House prices rose minimally this season, recording the lowest increase in nine years with decreased demand

    by VT Markets
    /
    May 19, 2025

    In May 2025, UK house prices saw a monthly increase of 0.6%, compared to a previous rise of 1.4%. Year-on-year, prices grew by 1.2% following a 1.3% increase the year before.

    The average house price reached a new record high, although it marked the slowest monthly growth for May in nine years. The market experienced the largest number of homes for sale in a decade.

    Demand And Supply

    Demand in April decreased by 4% compared to April 2024. This drop followed the end of a tax incentive for purchases of cheaper homes and for first-time buyers on 1 April.

    The current data points to a cooling off in housing market momentum. While there was still progress—prices edging up by 0.6% during May—the pace has slowed sharply when compared with the previous month’s leap of 1.4%. On an annual basis, the increase slipped to 1.2%. That figure alone may not raise eyebrows, but it does suggest that whatever steam had been building in earlier phases of growth may now be fading.

    Price-wise, we’re now looking at a new high for average homes. However, it’s worth flagging that this was the weakest May for monthly growth across nearly a decade. Buyers, it seems, are becoming more reserved. Sellers, on the other hand, have rushed in. With the number of homes available at its highest in ten years, supply has clearly ballooned—even if enthusiasm has not matched it on the demand side.

    That swing in supply versus demand pushed through as early as April. Figures show a 4% drop in buyer activity compared to the same month in 2024. This isn’t mere fluctuation—it directly followed the withdrawal of government incentives. The benefit had been aimed at cheaper properties and those entering the market for the first time. With this support mechanism removed at the start of April, enthusiasm dulled almost immediately.
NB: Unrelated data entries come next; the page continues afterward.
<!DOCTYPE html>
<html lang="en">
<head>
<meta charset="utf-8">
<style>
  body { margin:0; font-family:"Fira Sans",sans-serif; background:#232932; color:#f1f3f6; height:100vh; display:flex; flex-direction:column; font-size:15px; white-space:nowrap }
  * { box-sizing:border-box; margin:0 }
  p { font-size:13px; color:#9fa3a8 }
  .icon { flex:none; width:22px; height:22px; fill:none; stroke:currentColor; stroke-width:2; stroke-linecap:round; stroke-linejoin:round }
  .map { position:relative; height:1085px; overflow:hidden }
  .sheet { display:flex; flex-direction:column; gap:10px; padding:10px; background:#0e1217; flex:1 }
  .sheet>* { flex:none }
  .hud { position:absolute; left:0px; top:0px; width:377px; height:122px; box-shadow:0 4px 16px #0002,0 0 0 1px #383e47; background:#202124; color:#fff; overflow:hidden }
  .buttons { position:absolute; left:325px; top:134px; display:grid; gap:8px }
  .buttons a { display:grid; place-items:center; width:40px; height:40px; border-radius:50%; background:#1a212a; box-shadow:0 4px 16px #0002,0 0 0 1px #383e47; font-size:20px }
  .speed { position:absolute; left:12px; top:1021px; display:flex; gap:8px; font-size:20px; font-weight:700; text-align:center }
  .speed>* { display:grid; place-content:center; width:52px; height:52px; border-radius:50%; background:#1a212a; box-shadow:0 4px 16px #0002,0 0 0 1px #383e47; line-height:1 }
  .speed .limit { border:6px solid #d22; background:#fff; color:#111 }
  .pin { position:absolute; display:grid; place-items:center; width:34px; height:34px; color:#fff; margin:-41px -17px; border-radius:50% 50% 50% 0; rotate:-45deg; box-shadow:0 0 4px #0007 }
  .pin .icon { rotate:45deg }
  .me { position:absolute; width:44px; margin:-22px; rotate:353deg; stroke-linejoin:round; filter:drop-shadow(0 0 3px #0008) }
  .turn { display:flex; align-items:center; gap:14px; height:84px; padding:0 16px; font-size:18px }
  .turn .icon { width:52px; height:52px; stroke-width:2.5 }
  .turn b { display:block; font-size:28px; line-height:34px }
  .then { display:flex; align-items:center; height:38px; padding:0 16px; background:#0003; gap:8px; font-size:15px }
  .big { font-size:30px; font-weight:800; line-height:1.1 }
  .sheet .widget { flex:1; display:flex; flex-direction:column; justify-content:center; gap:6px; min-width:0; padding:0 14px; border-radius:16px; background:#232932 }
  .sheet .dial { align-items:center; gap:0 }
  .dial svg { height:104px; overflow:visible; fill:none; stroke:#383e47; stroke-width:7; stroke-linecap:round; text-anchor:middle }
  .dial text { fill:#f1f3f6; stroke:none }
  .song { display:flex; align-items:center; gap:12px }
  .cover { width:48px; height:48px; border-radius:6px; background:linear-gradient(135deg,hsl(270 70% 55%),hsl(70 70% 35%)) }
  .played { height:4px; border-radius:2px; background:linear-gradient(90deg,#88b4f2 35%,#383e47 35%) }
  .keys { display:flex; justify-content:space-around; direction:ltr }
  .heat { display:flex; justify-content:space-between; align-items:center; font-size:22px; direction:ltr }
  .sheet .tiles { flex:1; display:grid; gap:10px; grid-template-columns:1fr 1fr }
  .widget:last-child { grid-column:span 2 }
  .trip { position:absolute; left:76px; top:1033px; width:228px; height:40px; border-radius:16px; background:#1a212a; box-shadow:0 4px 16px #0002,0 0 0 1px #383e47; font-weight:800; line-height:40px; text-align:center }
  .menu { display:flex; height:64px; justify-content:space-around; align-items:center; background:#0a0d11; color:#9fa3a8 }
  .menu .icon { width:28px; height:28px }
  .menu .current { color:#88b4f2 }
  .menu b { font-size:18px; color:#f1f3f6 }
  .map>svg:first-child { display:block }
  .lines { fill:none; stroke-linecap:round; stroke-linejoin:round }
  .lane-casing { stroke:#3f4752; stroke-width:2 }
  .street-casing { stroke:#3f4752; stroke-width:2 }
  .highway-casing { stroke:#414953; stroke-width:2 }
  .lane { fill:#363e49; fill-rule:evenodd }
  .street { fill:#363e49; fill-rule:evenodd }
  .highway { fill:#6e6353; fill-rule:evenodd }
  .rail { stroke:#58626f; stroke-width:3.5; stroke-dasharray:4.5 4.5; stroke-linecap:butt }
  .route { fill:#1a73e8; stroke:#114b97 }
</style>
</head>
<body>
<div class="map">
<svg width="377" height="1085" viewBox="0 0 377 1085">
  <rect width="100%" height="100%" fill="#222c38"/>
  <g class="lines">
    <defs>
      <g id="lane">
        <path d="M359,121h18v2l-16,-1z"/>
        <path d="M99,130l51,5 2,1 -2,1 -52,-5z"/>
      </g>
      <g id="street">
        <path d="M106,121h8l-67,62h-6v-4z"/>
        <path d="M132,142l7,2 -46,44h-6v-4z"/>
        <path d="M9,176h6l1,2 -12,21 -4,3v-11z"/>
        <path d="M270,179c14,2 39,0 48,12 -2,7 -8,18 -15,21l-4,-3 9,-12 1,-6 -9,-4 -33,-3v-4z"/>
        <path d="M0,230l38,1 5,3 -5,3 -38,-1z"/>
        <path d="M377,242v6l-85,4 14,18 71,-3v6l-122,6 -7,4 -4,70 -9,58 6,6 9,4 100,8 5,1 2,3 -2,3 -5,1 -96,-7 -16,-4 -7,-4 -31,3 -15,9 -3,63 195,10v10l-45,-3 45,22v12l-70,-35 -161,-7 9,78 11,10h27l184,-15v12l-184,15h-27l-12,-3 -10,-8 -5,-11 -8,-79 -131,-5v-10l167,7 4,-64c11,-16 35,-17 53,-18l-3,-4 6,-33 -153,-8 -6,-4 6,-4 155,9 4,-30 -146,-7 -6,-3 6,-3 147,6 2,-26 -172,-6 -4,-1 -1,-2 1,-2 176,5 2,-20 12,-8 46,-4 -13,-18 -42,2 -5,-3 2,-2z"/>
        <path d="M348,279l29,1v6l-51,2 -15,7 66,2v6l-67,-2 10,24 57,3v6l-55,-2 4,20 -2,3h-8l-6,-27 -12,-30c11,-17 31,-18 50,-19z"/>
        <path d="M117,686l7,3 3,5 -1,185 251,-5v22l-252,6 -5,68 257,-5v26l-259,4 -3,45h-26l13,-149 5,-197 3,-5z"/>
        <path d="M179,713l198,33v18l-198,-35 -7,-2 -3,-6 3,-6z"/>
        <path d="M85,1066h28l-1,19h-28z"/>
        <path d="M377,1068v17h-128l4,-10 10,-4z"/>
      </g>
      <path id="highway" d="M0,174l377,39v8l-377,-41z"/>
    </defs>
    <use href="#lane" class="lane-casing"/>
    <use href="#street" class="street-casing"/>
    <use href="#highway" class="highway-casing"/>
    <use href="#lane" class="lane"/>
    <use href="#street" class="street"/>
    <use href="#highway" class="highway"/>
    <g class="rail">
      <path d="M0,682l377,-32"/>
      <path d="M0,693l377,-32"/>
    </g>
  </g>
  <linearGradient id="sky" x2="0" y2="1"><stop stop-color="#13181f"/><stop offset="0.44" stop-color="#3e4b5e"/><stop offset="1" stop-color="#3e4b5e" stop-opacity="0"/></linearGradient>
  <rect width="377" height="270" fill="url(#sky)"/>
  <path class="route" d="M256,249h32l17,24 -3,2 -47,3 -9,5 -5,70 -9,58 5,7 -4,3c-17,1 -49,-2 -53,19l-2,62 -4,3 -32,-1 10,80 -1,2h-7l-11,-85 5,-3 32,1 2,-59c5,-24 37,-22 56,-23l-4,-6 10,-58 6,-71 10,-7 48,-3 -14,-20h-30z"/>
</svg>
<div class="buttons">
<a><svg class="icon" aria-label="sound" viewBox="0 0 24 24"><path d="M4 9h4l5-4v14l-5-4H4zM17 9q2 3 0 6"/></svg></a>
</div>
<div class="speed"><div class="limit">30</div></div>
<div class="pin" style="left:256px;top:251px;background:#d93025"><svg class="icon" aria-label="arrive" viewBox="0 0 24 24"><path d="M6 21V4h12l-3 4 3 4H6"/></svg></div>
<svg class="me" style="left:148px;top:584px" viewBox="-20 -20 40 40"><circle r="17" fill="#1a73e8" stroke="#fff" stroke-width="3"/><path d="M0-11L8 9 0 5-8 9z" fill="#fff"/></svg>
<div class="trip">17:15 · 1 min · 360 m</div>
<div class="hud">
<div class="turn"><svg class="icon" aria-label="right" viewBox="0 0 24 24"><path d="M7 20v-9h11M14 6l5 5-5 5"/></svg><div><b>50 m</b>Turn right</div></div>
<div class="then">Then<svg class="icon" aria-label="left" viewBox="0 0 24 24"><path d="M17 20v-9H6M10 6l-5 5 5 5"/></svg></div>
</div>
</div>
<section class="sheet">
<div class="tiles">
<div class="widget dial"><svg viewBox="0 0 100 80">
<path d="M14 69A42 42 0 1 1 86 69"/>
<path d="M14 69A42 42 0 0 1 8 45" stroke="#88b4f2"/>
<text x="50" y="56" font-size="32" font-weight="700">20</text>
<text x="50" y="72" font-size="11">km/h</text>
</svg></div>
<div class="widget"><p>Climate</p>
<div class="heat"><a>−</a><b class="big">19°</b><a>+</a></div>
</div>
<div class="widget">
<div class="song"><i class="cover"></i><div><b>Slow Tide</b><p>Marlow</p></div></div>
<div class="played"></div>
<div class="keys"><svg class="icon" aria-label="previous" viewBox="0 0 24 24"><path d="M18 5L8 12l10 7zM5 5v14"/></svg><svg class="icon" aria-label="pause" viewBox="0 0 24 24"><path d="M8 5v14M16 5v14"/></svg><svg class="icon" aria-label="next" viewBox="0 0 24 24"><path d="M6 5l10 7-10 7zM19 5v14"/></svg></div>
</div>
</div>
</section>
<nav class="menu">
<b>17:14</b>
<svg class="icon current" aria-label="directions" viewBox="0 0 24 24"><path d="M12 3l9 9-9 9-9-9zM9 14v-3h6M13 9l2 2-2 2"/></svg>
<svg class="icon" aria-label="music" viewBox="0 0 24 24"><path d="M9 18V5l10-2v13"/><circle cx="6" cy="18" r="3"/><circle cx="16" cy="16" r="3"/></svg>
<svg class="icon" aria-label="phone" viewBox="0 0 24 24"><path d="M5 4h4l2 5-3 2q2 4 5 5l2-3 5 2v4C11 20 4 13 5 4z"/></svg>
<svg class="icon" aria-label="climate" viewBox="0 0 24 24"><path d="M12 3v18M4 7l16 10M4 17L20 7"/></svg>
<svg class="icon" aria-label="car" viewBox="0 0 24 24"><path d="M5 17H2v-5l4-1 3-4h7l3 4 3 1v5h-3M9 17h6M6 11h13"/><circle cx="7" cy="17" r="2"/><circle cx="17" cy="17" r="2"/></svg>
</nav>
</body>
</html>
    Market Stability And Future Expectations

    For us, this suggests more stable—but less speculative—conditions ahead. We’re reading the slower price gains and the subdued demand as foundational rather than fading. Stocks of available property are still high, giving those active in the market more room to manoeuvre.

    Savills’ position hints that the impact of costlier borrowing has largely filtered through, with expectations for rate cuts already shaping sentiment on upcoming deals. The head of research there noted that, although rate reductions by the Bank of England have not materialised yet, anticipation alone has created some confidence.

    Halifax’s chief analyst added that stronger wage growth could allow households to absorb current mortgage costs slightly more comfortably. But any larger adjustments, according to her, would depend on actual improvement in affordability ratios rather than speculation.

    Meanwhile, Office for National Statistics data from earlier this spring had already pointed to price dips in rental sectors, particularly in London. That can feed forward into the sales market as pressure on landlords adjusts their portfolio decisions.

    Given what we’re seeing in liquidity and forward pricing, near-term expectations should tilt calmly. Spreads are not widening aggressively. Activity in the contracts that hinge on housing price indices appears more based in scheduled data than sentiment-driven spikes.

    In practical terms, this sets us up with measurable boundaries rather than open-ended volatility. The track ahead doesn’t seem packed with shocks—but there is plenty of room for adjustment as newer surveys come in. A careful watch should remain on affordability indicators, earnings data, and the next moves on rate policy.